◆ DATA RECORDS ◆

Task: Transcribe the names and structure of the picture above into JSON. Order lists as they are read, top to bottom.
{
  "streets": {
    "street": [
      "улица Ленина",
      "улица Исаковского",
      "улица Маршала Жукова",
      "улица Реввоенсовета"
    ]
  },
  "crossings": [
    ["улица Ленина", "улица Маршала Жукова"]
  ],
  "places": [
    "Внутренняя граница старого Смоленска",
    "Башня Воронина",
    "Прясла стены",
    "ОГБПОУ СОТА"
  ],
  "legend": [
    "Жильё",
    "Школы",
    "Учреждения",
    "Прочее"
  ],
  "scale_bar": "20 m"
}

◆ TASK DETAILS ◆
Your task is to give back every record exactly.

◆ EXERCISE ANSWER ◆
Task: Transcribe the names and structure of the picture above into JSON. Order lists as they are read, top to bottom.
{
  "streets": {
    "street": [
      "улица Ленина",
      "улица Исаковского",
      "улица Маршала Жукова",
      "улица Реввоенсовета"
    ]
  },
  "crossings": [
    ["улица Ленина", "улица Маршала Жукова"]
  ],
  "places": [
    "Внутренняя граница старого Смоленска",
    "Башня Воронина",
    "Прясла стены",
    "ОГБПОУ СОТА"
  ],
  "legend": [
    "Жильё",
    "Школы",
    "Учреждения",
    "Прочее"
  ],
  "scale_bar": "20 m"
}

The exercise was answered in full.